February 21st, 2018

 

Daily Market Commentary

 

Canadian Headlines

  • Canadian stocks fell Tuesday, following their best week in nearly two years, as gold prices declined the most since July, weighing on miners. The S&P/TSX Composite Index lost 13 points or 0.1 percent to 15,439.44, the first drop in four trading days. Materials lost 1 percent as Barrick Gold Corp. fell 1.8 percent and Agnico Eagle Mines Ltd. lost 2.6 percent.
  • Canadian National Railway Co., the longtime paragon of efficiency for North American railroads, is losing some of its luster as it struggles to catch up with a surprise surge in demand. A jump in volumes is causing persistent network congestion, prompting a public rebuke last week from customer Halliburton Co., which said service delays would hurt its earnings. The problems have dented investor enthusiasm for Canadian National, dragging shares to this year’s biggest decline among the continent’s six biggest publicly traded railroads.
  • Vancouver, one of the hottest housing markets in North America, is getting a little tougher for wealthy Chinese buyers. British Columbia Finance Minister Carole James announced measures targeting foreign buyers and speculators in the first budget since her government was elected on a pledge to make housing more affordable for residents of Canada’s Pacific Coast province. Starting Wednesday, foreigners will pay the province a 20 percent tax on top of the listing value, up from 15 percent now, and a levy on property speculators will be introduced later this year, according to budget documents released Tuesday. The government will also crack down on the condo pre-sale market and beneficial ownership to ensure that property flippers, offshore trusts and hidden investors are paying taxes on gains.
  • Canada’s energy companies can’t get any love, even from many Canadians. With pipeline, regulatory and political frustrations reaching new heights, the nation’s energy stocks slumped to their lowest level in almost two years this month.
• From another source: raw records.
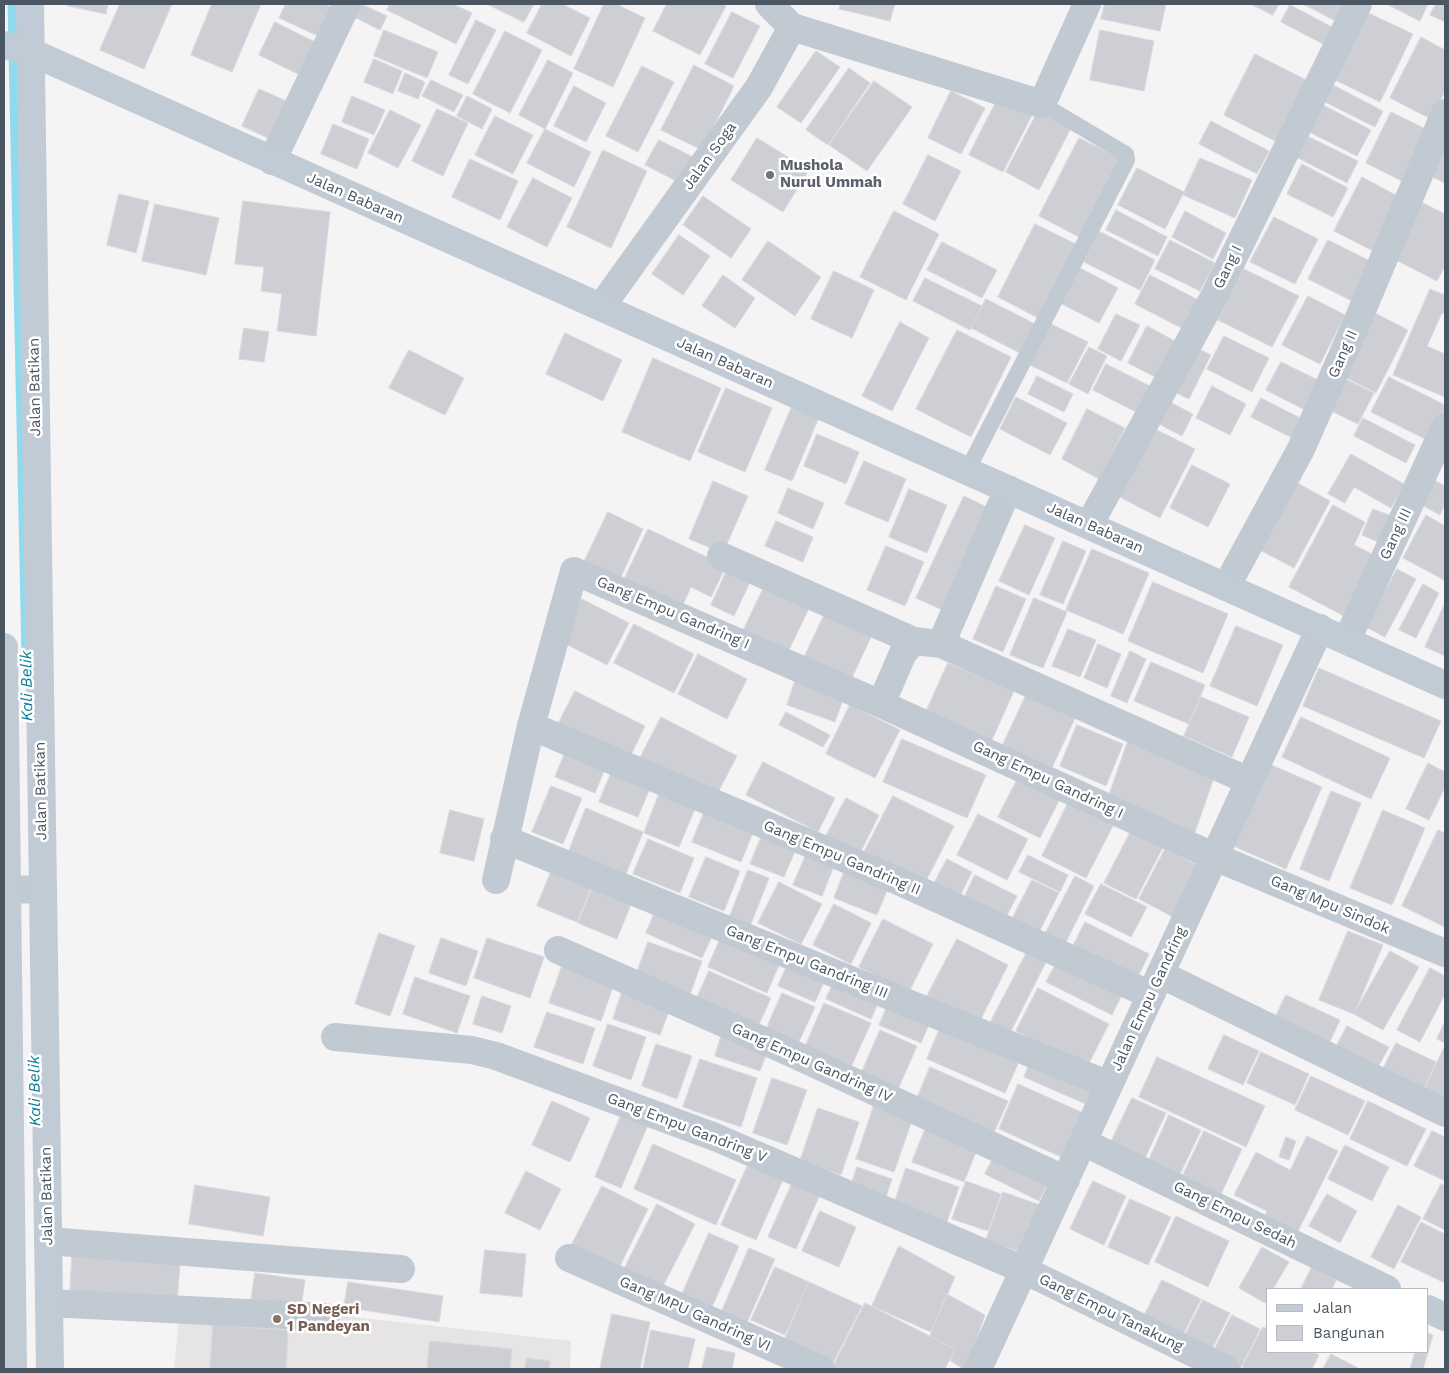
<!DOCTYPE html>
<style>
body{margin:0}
#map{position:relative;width:1449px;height:1373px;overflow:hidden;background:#f5f3f3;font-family:"Work Sans",sans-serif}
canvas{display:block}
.frame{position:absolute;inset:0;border:5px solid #4a5661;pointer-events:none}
.legend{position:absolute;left:1266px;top:1288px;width:162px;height:65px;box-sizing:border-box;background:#fff;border:1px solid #b7bbc0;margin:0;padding:6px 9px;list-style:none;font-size:15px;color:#4a5661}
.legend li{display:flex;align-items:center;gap:10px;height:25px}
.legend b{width:25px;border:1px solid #b7bbc0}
</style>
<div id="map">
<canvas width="1449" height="1373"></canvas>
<div class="frame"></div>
<ul class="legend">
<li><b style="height:6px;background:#c1cbd6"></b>Jalan</li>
<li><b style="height:14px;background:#cdcfd5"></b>Bangunan</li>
</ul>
</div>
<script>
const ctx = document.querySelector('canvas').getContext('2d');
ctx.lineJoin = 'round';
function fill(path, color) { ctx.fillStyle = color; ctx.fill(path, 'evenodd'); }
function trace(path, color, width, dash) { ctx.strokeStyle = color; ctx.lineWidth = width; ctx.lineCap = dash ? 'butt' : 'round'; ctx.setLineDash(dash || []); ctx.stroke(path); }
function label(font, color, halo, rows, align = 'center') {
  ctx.font = font + ' "Work Sans",sans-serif'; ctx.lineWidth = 5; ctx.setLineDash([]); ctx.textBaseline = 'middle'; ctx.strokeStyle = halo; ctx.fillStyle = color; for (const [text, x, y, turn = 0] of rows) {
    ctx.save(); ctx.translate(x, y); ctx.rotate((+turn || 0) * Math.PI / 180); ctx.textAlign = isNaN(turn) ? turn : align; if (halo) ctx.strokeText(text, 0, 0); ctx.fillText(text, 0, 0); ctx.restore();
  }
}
const education = new Path2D(`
 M181,1298L571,1341L570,1369H174Z`);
const stream = new Path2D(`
 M12,4L26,656`);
const building = new Path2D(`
 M69,4H108L106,14L68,6Z
 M120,4H172L144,69L100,50Z
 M212,4H261L232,72L191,55Z
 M286,4H325L332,7L318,36L279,18Z
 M356,4H361L387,16L380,30L350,15Z
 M390,4H453L472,13L456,44L387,10Z
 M487,4H534L524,22Z
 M542,4H562L590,18L571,56L527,33Z
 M604,4H616L645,18L613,87L574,69Z
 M667,4H721L726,6L700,55L653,31Z
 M841,4H895L890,21L839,9Z
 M1105,4H1166L1160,31L1101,19Z
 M1251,4H1279L1273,15Z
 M1303,4H1347L1338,22Z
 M1387,4H1428L1420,21Z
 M1436,4H1445V22L1430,15Z
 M1290,5L1334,28L1325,45L1281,22Z
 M1362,10L1413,34L1380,102L1329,77Z
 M732,12L760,26L733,78L705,64Z
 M476,20L496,30L468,84L449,75Z
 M275,22L317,43L300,75L259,55Z
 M384,30L438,52L427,78L374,56Z
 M1100,30L1154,41L1144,91L1090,80Z
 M505,31L542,50L510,113L473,94Z
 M1421,37L1445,50V91L1431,119L1390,98Z
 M816,51L840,67L801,123L777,107Z
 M1255,54L1308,81L1277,142L1224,115Z
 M374,59L402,71L393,94L364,82Z
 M548,60L573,73L545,129L519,115Z
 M694,65L734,86L702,150L661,130Z
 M642,66L674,82L638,152L606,136Z
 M849,68L870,83L828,145L806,130Z
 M405,73L425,82L418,99L398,91Z
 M431,80L463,95L454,112L422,96Z
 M874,81L912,107L867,171L829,145Z
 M1331,84L1383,111L1375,127L1323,101Z
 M574,86L606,103L586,142L554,126Z
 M259,89L289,102L272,140L242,126Z
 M951,91L985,108L961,154L928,138Z
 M352,96L385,110L374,135L342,122Z
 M467,96L492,109L482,129L457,116Z
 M998,98L1032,115L1003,172L969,155Z
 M1323,105L1371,130L1357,156L1309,132Z
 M437,109L468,123L443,176L412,161Z
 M390,110L421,125L398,168L368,153Z
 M1038,111L1071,128L1039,190L1006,172Z
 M1391,112L1434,133L1408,184L1366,163Z
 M495,116L533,135L513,174L475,155Z
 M1211,121L1269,151L1257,174L1199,144Z
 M1445,123V183L1422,172Z
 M333,124L369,139L357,169L321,154Z
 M545,129L591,152L574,187L527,163Z
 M1307,136L1358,161L1347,183L1296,157Z
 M757,138L809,170L783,212L731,180Z
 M1079,138L1123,160L1083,239L1039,216Z
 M659,140L699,160L686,186L645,165Z
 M603,150L647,171L611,248L567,227Z
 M928,155L961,171L935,221L903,204Z
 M1200,158L1252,180L1235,218L1183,195Z
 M470,159L518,181L500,220L452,197Z
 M1302,164L1348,188L1333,217L1287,194Z
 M1137,168L1184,192L1165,229L1118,205Z
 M1362,177L1403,199L1375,252L1334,231Z
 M533,178L572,198L547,247L507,227Z
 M119,194L149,201L136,253L107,245Z
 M703,196L751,229L731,258L683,225Z
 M243,201L330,212L316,336L277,331L282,294L261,291L264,267L235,264Z
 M1421,202L1445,214V266L1437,281L1392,258Z
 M155,204L219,218L206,275L142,261Z
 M1116,210L1167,237L1158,256L1106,230Z
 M894,211L939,234L906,300L860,277Z
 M1185,211L1226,233L1213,259L1172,237Z
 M1274,217L1318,239L1295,284L1250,262Z
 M1035,224L1078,245L1040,319L998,297Z
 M1099,231L1155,260L1140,290L1084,262Z
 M679,235L710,256L683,295L652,274Z
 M1170,240L1215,263L1200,291L1155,269Z
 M1328,240L1372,262L1352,301L1308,279Z
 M768,241L821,277L795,316L742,280Z
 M942,242L997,270L982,298L927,270Z
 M1076,266L1118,288L1099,323L1058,302Z
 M1244,269L1299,296L1272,347L1218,320Z
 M834,271L874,290L852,338L811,319Z
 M723,275L755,298L735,328L702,306Z
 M1150,275L1206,304L1191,333L1135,304Z
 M925,278L982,306L970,330L913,301Z
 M1430,289L1445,295V314L1442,313L1427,346L1445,354V397L1393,375Z
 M1308,296L1345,315L1320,364L1282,345Z
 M986,299L1037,325L1022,354L971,328Z
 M1369,310L1408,330L1376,393L1337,373Z
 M1116,314L1140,325L1121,361L1098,349Z
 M900,322L929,338L892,411L862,396Z
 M1051,324L1088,342L1067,383L1030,365Z
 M1147,326L1175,341L1157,378L1128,363Z
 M244,328L269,332L264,362L239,359Z
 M957,330L1011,357L971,437L916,409Z
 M565,333L622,360L603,401L546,374Z
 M1224,336L1269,358L1252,392L1207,369Z
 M1191,345L1211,355L1189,399L1168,389Z
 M1089,347L1107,356L1088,394L1069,384Z
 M409,350L464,378L445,415L389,388Z
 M653,358L721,388L690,461L622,432Z
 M1281,362L1320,381L1305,410L1266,390Z
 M1106,364L1156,389L1142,415L1093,390Z
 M1037,376L1073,394L1064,412L1028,394Z
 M1339,376L1374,393L1358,424L1323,407Z
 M1389,377L1445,405V409L1429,441L1371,412Z
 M1212,386L1246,404L1230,435L1196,418Z
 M726,388L772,408L745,472L698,452Z
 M1016,397L1067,423L1050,455L1000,429Z
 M1261,398L1308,422L1298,441L1251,417Z
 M1170,402L1193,414L1182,436L1159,424Z
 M793,404L820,415L792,481L765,470Z
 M1087,409L1125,428L1099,479L1062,459Z
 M1363,418L1415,445L1406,463L1354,436Z
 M1153,428L1195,449L1160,518L1118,496Z
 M817,434L859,452L846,484L804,466Z
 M1351,454L1404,484L1391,508L1354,487L1345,503L1328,494Z
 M864,461L906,479L888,522L845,504Z
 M1192,465L1230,484L1208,527L1170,508Z
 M1290,479L1330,501L1294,568L1254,547Z
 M1434,480L1445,486V504L1440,515L1420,504Z
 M713,481L748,496L723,553L689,539Z
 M788,488L824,503L813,529L778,513Z
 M909,489L947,505L927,553L889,537Z
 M964,496L995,511L947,612L916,598Z
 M1333,505L1365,522L1354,545L1376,556L1344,616L1289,587Z
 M1373,509L1397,518L1385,545L1362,535Z
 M608,512L643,529L619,581L583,564Z
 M1426,515L1445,526V577L1444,580L1403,558Z
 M776,521L813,537L803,562L765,546Z
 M1025,525L1055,538L1029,595L999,581Z
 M648,529L726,566L711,597L691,587L681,609L623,582Z
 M1063,541L1086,551L1063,604L1040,595Z
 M886,546L924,562L905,606L867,590Z
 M1092,549L1149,573L1123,634L1066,610Z
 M1397,569L1416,579L1385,637L1366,627Z
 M727,570L751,580L734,616L711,605Z
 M1153,582L1228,614L1203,673L1128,641Z
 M766,583L811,604L787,654L742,633Z
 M1423,584L1439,593L1416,638L1399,630Z
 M996,586L1026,599L1003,652L973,639Z
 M1034,598L1067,612L1043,668L1010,655Z
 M582,599L629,623L607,665L560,641Z
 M1445,603V656L1425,647Z
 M827,609L874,631L847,688L800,666Z
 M634,624L694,654L674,693L614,663Z
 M1236,626L1283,645L1257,706L1210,686Z
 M1068,629L1096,640L1080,677L1052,666Z
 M1098,644L1121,654L1107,688L1084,678Z
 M1130,651L1146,659L1127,703L1111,696Z
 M698,654L747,679L727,719L678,694Z
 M1151,662L1205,685L1189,724L1134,701Z
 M948,663L1014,691L991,742L925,714Z
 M1319,668L1441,721L1424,758L1303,706Z
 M796,678L845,694L835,722L787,705Z
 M575,691L645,726L628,761L557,726Z
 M1026,695L1075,718L1050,772L1001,749Z
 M1201,697L1249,717L1232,757L1184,736Z
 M850,705L900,730L875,778L826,754Z
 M786,712L830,735L823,747L779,725Z
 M661,717L737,756L714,800L638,762Z
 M1301,717L1390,758L1371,799L1282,757Z
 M1077,725L1123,744L1106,786L1060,766Z
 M902,739L986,775L967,818L883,782Z
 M1128,741L1216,772L1194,835L1106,804Z
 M567,748L607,764L595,793L555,777Z
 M763,762L835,798L818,832L746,795Z
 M1267,763L1322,787L1286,869L1231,845Z
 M1428,763L1445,772V787L1429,820L1406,809Z
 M614,766L653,781L638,817L599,802Z
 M1021,772L1063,793L1040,838L998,817Z
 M551,786L582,798L563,844L532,832Z
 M662,786L698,801L679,847L644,833Z
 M1331,791L1361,803L1329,881L1300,869Z
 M1072,795L1117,818L1086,878L1042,856Z
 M893,796L954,826L923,887L862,856Z
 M846,798L879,815L860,853L826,836Z
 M586,808L643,832L626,874L569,851Z
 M450,810L484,819L474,861L440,853Z
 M705,810L754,830L741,862L692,842Z
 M1383,810L1425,828L1392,905L1350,888Z
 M978,814L1028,839L1007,880L957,855Z
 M1132,829L1164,845L1136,899L1104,883Z
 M1438,830L1445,833V927L1402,906Z
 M762,835L796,849L784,877L750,864Z
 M648,839L694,858L680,893L633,874Z
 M1165,849L1199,866L1173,917L1139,899Z
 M808,850L836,861L822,896L793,885Z
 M1028,855L1068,875L1060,892L1019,872Z
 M706,857L740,871L724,911L689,897Z
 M947,859L972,872L956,904L930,891Z
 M847,865L890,883L877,915L834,898Z
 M553,867L593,883L577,922L537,906Z
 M748,870L769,878L749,929L728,921Z
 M975,875L1017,896L1002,925L961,904Z
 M1075,876L1094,886L1063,948L1043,938Z
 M1032,880L1059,893L1036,938L1009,925Z
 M779,882L822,904L801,944L758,923Z
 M1101,884L1147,907L1131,937L1085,914Z
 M593,886L632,902L617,939L578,923Z
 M834,904L871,923L851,964L813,945Z
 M657,907L714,932L702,958L646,933Z
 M883,919L933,944L909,992L859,967Z
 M1085,922L1149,954L1136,981L1072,948Z
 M1348,931L1383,945L1354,1014L1319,1000Z
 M723,932L782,958L767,993L708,967Z
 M379,933L415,946L390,1016L355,1004Z
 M441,938L478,951L466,986L429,973Z
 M487,938L544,957L530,998L474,978Z
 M957,939L1008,965L979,1023L927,996Z
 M648,942L702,961L688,1000L634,981Z
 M1390,951L1419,967L1383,1030L1354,1014Z
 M1027,952L1046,962L1009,1035L989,1025Z
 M789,961L826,978L815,1002L778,986Z
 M1057,962L1122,995L1112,1015L1046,982Z
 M562,966L614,984L601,1021L549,1003Z
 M1430,968L1445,976V994L1420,1042L1397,1030Z
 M709,971L771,998L757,1029L695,1002Z
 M415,977L470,996L457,1033L403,1014Z
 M835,979L880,999L871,1019L826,999Z
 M1038,988L1109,1024L1087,1067L1016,1031Z
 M623,989L671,1006L660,1035L613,1019Z
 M782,993L815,1007L797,1046L765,1032Z
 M1286,995L1340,1020L1327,1048L1273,1022Z
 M482,996L511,1006L502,1033L473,1024Z
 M889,1002L931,1020L921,1043L879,1025Z
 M824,1003L871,1023L851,1067L805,1047Z
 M547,1012L595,1028L583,1064L534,1047Z
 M943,1021L1022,1055L1005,1093L927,1059Z
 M1445,1021V1043L1437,1039Z
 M608,1024L646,1037L631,1080L593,1066Z
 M1347,1026L1389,1047L1375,1073L1334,1051Z
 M880,1030L917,1046L895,1096L858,1081Z
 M722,1034L768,1050L760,1071L715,1056Z
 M1224,1035L1259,1051L1243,1085L1208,1069Z
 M1396,1043L1436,1062L1424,1088L1383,1069Z
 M656,1044L692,1056L677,1099L642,1086Z
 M1444,1048L1445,1049V1105L1422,1094Z
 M1261,1052L1309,1074L1295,1105L1247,1083Z
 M1032,1057L1106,1089L1097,1109L1024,1077Z
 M1157,1057L1265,1106L1246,1147L1139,1097Z
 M700,1059L757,1078L741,1127L683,1107Z
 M930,1067L1008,1101L992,1137L915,1103Z
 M1311,1076L1365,1101L1348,1135L1295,1110Z
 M772,1078L807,1090L787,1145L753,1133Z
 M1018,1084L1088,1115L1068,1160L999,1129Z
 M1132,1098L1166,1113L1145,1158L1111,1142Z
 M552,1101L590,1118L570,1162L532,1145Z
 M1368,1101L1426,1129L1407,1166L1350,1139Z
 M875,1102L914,1115L894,1172L856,1159Z
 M818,1108L859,1122L841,1175L800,1161Z
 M622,1113L648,1125L621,1188L595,1177Z
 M1169,1115L1201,1130L1180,1174L1149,1160Z
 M926,1127L978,1147L964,1182L912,1162Z
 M1204,1131L1242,1149L1221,1194L1183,1175Z
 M1432,1131L1445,1137V1181L1414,1166Z
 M1307,1136L1338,1151L1295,1237L1262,1221L1267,1211L1234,1195L1256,1152L1290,1170Z
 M1286,1137L1296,1141L1289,1160L1279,1157Z
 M653,1144L736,1180L716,1225L634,1189Z
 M1345,1145L1389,1167L1372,1201L1328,1179Z
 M997,1150L1051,1177L1039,1201L985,1174Z
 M751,1158L786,1173L756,1240L721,1225Z
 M857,1167L892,1179L885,1200L850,1188Z
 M906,1168L959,1187L947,1222L894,1204Z
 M526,1171L561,1189L540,1230L505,1213Z
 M795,1177L822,1190L796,1249L768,1237Z
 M966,1181L1001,1194L988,1231L952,1219Z
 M1093,1181L1126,1196L1104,1245L1070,1229Z
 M1441,1184L1445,1186V1230L1423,1219Z
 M195,1185L270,1197L263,1236L189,1224Z
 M602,1186L648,1209L618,1270L571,1246Z
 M1003,1192L1043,1206L1026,1254L986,1240Z
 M1327,1194L1357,1211L1340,1243L1309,1226Z
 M1130,1199L1171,1217L1148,1265L1108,1247Z
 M657,1204L695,1224L658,1296L620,1277Z
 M1398,1205L1421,1217L1394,1269L1371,1257Z
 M820,1211L856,1227L839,1267L802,1251Z
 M1176,1216L1229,1241L1208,1287L1155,1262Z
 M1421,1222L1445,1234V1283L1401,1262Z
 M709,1233L739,1246L709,1314L679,1301Z
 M899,1246L955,1277L931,1332L872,1306Z
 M1262,1247L1289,1262L1273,1289H1268V1299L1265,1303L1239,1288Z
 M749,1248L775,1259L744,1329L719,1318Z
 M485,1250L526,1254L522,1297L480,1293Z
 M72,1256L180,1264L177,1303L70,1295Z
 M775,1267L809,1282L785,1335L751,1320Z
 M1312,1267L1336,1280L1332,1289H1301Z
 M255,1273L305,1280L301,1309L251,1302Z
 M1162,1280L1201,1299L1180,1341L1141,1322Z
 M348,1282L443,1296L439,1322L344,1307Z
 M809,1282L862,1306L833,1363L784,1341Z
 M947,1294L985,1315L966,1369H963L950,1360L955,1349L930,1336Z
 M1203,1300L1230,1313L1210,1353L1183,1339Z
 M865,1303L955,1349L945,1369H838L833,1367Z
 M612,1314L650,1322L640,1369H600Z
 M1232,1315L1260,1329L1240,1369L1212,1354Z
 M213,1325L288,1330L286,1369H210Z
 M1263,1327L1268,1329V1352H1312L1319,1355L1312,1369H1246L1242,1367Z
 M651,1330L695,1339L688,1369H643Z
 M1428,1333L1433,1335L1423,1369H1410L1415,1352H1428Z
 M430,1341L512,1349L510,1369H427Z
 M707,1347L735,1353L732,1369H702Z
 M1331,1354L1360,1369H1323Z
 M527,1358L550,1361L549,1369H525Z`);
const lane = new Path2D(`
 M967,471L1127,160L1126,154L1042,104`);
const street = new Path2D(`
 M792,27L1042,104L1087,4
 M272,161L347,4
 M601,307L759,87L792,27L769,4
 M1089,525L1215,295L1358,4
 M721,556L914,641L941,644L1008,489
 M1226,587L1301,449L1358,320L1445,113
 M1347,640L1445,427
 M941,644L1249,781
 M881,704L903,653L914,641
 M531,726L896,880L1151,995
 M504,839L1109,1085
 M496,880L531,726L574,571L881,704L1215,857L1445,953
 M4,890L43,889
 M558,950L789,1052L1066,1180
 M1160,974L1445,1113
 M335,1037L472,1050L496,1056L715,1137L1024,1270L1226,1369
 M1083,1142L1387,1289
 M48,1241L401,1269
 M569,1258L821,1369
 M49,1303L326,1317
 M1428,1309L1445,1317
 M978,1369L1320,628`);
const secondary = new Path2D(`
 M30,4L50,1369
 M4,45L31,52L1445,685
 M4,647L13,1369`);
const markers = [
 [770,175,5,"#6b7280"],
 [277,1319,5,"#8d6e63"]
];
const streetNames = [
 ["Jalan Soga",710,156,-54],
 ["Jalan Babaran",355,198,24],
 ["Gang I",1228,267,-64],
 ["Gang II",1343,354,-66],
 ["Jalan Babaran",725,363,24],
 ["Jalan Batikan",35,387,-91],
 ["Jalan Babaran",1095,528,24],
 ["Gang III",1396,534,-65],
 ["Gang Empu Gandring I",673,613,23],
 ["Gang Empu Gandring I",1048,780,25],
 ["Jalan Batikan",41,791,-91],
 ["Gang Empu Gandring II",842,858,23],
 ["Gang Mpu Sindok",1330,905,23],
 ["Gang Empu Gandring III",807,962,22],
 ["Jalan Empu Gandring",1149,999,-65],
 ["Gang Empu Gandring IV",812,1063,24],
 ["Gang Empu Gandring V",687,1128,21],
 ["Jalan Batikan",47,1196,-91],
 ["Gang Empu Sedah",1235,1215,26],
 ["Gang Empu Tanakung",1111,1313,26],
 ["Gang MPU Gandring VI",695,1314,24]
];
const worshipNames = [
 ["Mushola",780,166],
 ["Nurul Ummah",780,183]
];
const educationNames = [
 ["SD Negeri",287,1310],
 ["1 Pandeyan",287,1327]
];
const waterNames = [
 ["Kali Belik",27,686,-91],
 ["Kali Belik",35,1091,-91]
];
fill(education, '#e6e4e5');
trace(stream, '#90daee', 9);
fill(building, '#cdcfd5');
trace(building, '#d7d9de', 1);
trace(lane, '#c1cad2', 16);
trace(street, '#c1cad2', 28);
trace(secondary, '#c1cbd6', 28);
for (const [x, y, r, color] of markers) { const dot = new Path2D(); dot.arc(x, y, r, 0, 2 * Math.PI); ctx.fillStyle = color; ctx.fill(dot); trace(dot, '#fff', 2); }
label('15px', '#4a5661', '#fff', streetNames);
label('bold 15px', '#5b616d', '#fff', worshipNames, 'left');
label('bold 15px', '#785e54', '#fff', educationNames, 'left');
label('italic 16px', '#0c7c9b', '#fff', waterNames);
</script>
The iShares S&P/TSX Capped Energy Index ETF, which tracks Canadian energy companies, has seen about $56 million in outflows this year versus $32 million in inflows for an ETF focused on U.S. stocks. The pain has extended to the fixed-income market, with U.S. dollar high-yield bonds from Canadian energy issuers returning less than their global peers in the past 12 months.

 

 

World Headlines

  • European bonds advanced and stocks dropped after some worse-than-expected data dented the region’s growth story. Almost every sector of the Stoxx Europe 600 Index fell, with the gauge tracking losses in the U.S. on Tuesday rather than a more positive mood in Asia after data showed a fading outlook for manufacturing and services in the region.
  • The dollar extended its rally and benchmark Treasuries were flat before another round of U.S. debt sales and the release of minutes from the latest Fed meeting. S&P 500 Index futures slipped while 10-year Treasury yields remained near recent highs, spurring the greenback toward a fourth day rising as the U.S. government continues its big week for auctions.
  • Asia technology shares led gains while commodity producers paced declines after U.S. equities halted a six-day rally and bond yields rose. Hong Kong’s benchmark climbed while Taiwan stocks, which resumed trading after the Lunar New Year holiday, climbed the most since September 2015. The MSCI Asia Pacific Index rose 0.3 percent to 177.19 as of 4:42 p.m. in Hong Kong, after earlier sliding by the same magnitude.
  • Oil dropped as U.S. stockpiles were forecast to have expanded for a fourth week, raising questions about OPEC’s success in draining a global oversupply. Crude in New York lost as much as 1.4 percent. Inventories in America rose by 3 million barrels last week, according to a Bloomberg survey. Oil has struggled to regain January’s highs as equities remain weak and a stronger dollar reduces the appeal of commodities priced in the U.S. currency.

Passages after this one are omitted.